Without the pictures, copy all of the data exactly.

Records from a data source
»»

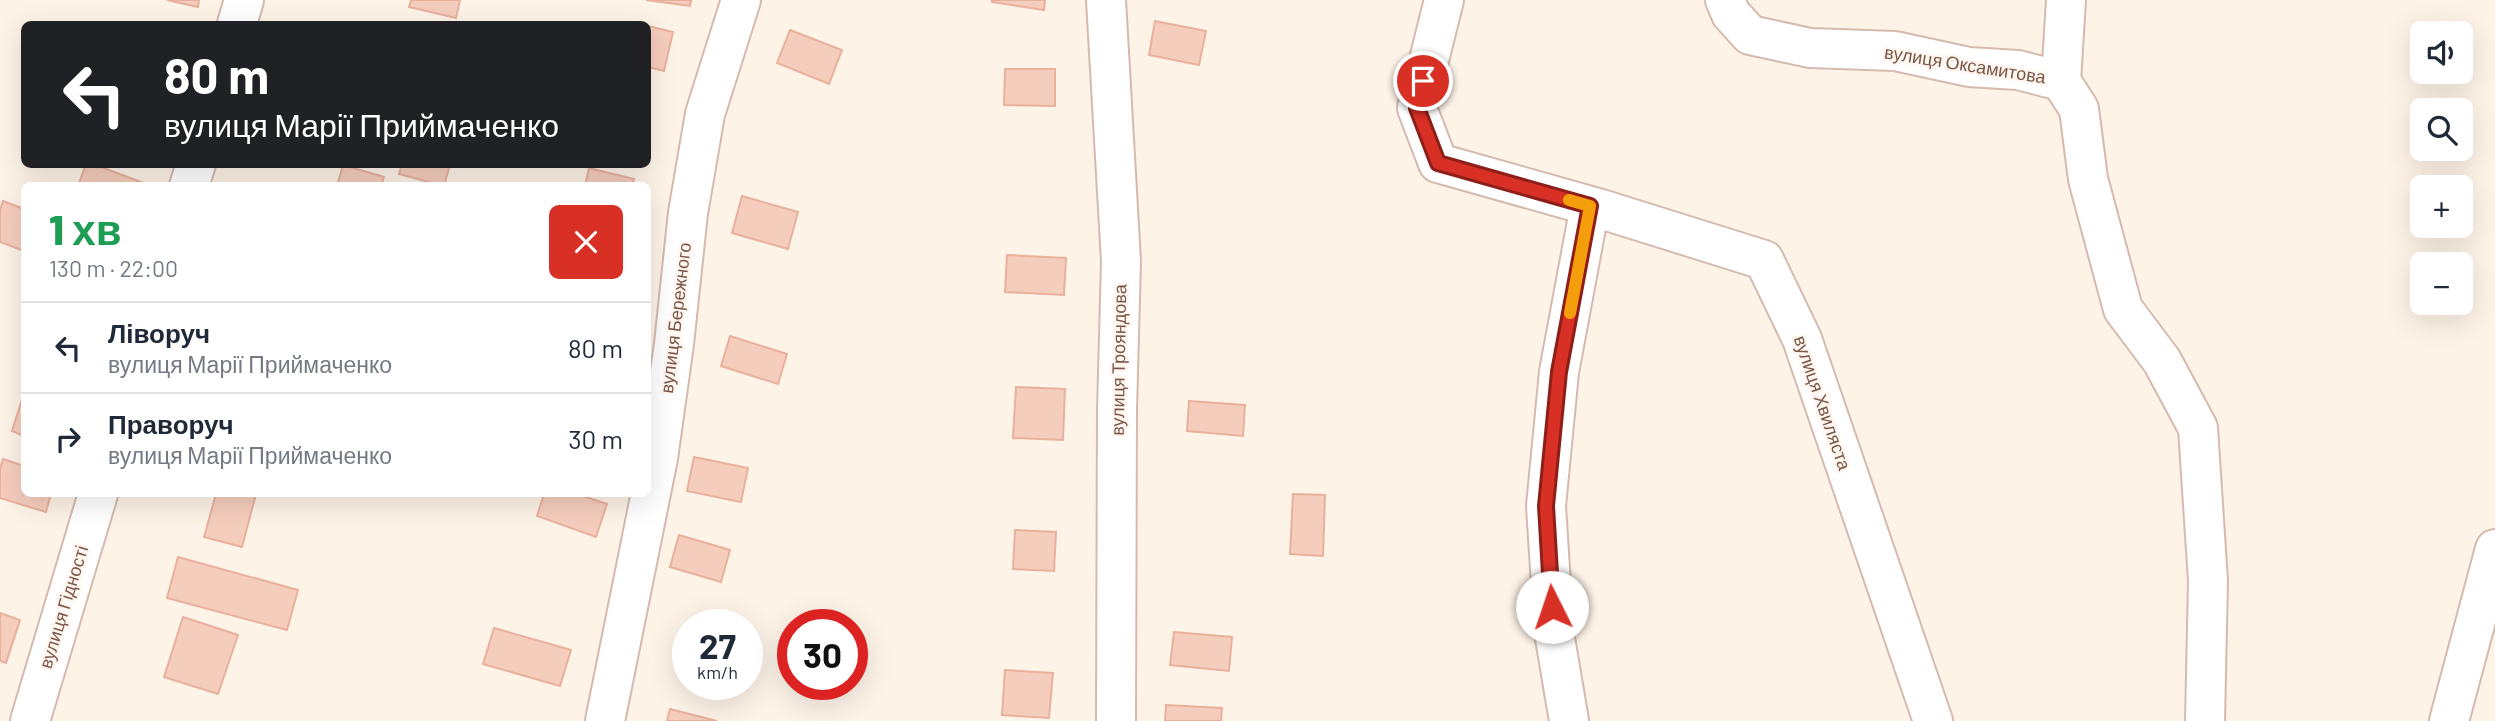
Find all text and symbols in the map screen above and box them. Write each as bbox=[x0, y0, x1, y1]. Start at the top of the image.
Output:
map controls bbox=[2410, 21, 2473, 315]
button: sound bbox=[2410, 21, 2473, 84]
street label: вулиця Оксамитова bbox=[1883, 40, 2048, 88]
text: 80 m bbox=[164, 45, 269, 104]
icon: left bbox=[49, 49, 140, 140]
pin bbox=[1393, 51, 1453, 111]
icon: arrive bbox=[1404, 62, 1442, 100]
button: search bbox=[2410, 98, 2473, 161]
text: вулиця Марії Приймаченко bbox=[164, 105, 559, 143]
button: + bbox=[2410, 175, 2473, 238]
text: 1 хв bbox=[49, 203, 122, 253]
button: close bbox=[549, 205, 623, 279]
street label: вулиця Бережного bbox=[655, 241, 695, 395]
button: − bbox=[2410, 252, 2473, 315]
text: 130 m · 22:00 bbox=[49, 254, 178, 282]
street label: вулиця Трояндова bbox=[1106, 283, 1130, 436]
text: Ліворуч bbox=[108, 317, 210, 348]
icon: left bbox=[49, 329, 87, 367]
text: 80 m bbox=[568, 332, 623, 363]
street label: вулиця Хвиляста bbox=[1790, 332, 1857, 474]
text: вулиця Марії Приймаченко bbox=[108, 350, 392, 378]
text: Праворуч bbox=[108, 408, 234, 439]
icon: right bbox=[49, 420, 87, 458]
text: 30 m bbox=[568, 423, 623, 454]
text: вулиця Марії Приймаченко bbox=[108, 441, 392, 469]
street label: вулиця Гідності bbox=[34, 543, 92, 671]
position arrow bbox=[1515, 570, 1589, 644]
speed limit sign: 30 bbox=[777, 609, 868, 700]
text: 27 bbox=[699, 624, 736, 666]
text: km/h bbox=[697, 661, 738, 683]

««

EXERCISE OUTPUT =>
Find all text and symbols in the map screen above and box them. Write each as bbox=[x0, y0, x1, y1]. Start at the top of the image.
Output:
map controls bbox=[2410, 21, 2473, 315]
button: sound bbox=[2410, 21, 2473, 84]
street label: вулиця Оксамитова bbox=[1883, 40, 2048, 88]
text: 80 m bbox=[164, 45, 269, 104]
icon: left bbox=[49, 49, 140, 140]
pin bbox=[1393, 51, 1453, 111]
icon: arrive bbox=[1404, 62, 1442, 100]
button: search bbox=[2410, 98, 2473, 161]
text: вулиця Марії Приймаченко bbox=[164, 105, 559, 143]
button: + bbox=[2410, 175, 2473, 238]
text: 1 хв bbox=[49, 203, 122, 253]
button: close bbox=[549, 205, 623, 279]
street label: вулиця Бережного bbox=[655, 241, 695, 395]
button: − bbox=[2410, 252, 2473, 315]
text: 130 m · 22:00 bbox=[49, 254, 178, 282]
street label: вулиця Трояндова bbox=[1106, 283, 1130, 436]
text: Ліворуч bbox=[108, 317, 210, 348]
icon: left bbox=[49, 329, 87, 367]
text: 80 m bbox=[568, 332, 623, 363]
street label: вулиця Хвиляста bbox=[1790, 332, 1857, 474]
text: вулиця Марії Приймаченко bbox=[108, 350, 392, 378]
text: Праворуч bbox=[108, 408, 234, 439]
icon: right bbox=[49, 420, 87, 458]
text: 30 m bbox=[568, 423, 623, 454]
text: вулиця Марії Приймаченко bbox=[108, 441, 392, 469]
street label: вулиця Гідності bbox=[34, 543, 92, 671]
position arrow bbox=[1515, 570, 1589, 644]
speed limit sign: 30 bbox=[777, 609, 868, 700]
text: 27 bbox=[699, 624, 736, 666]
text: km/h bbox=[697, 661, 738, 683]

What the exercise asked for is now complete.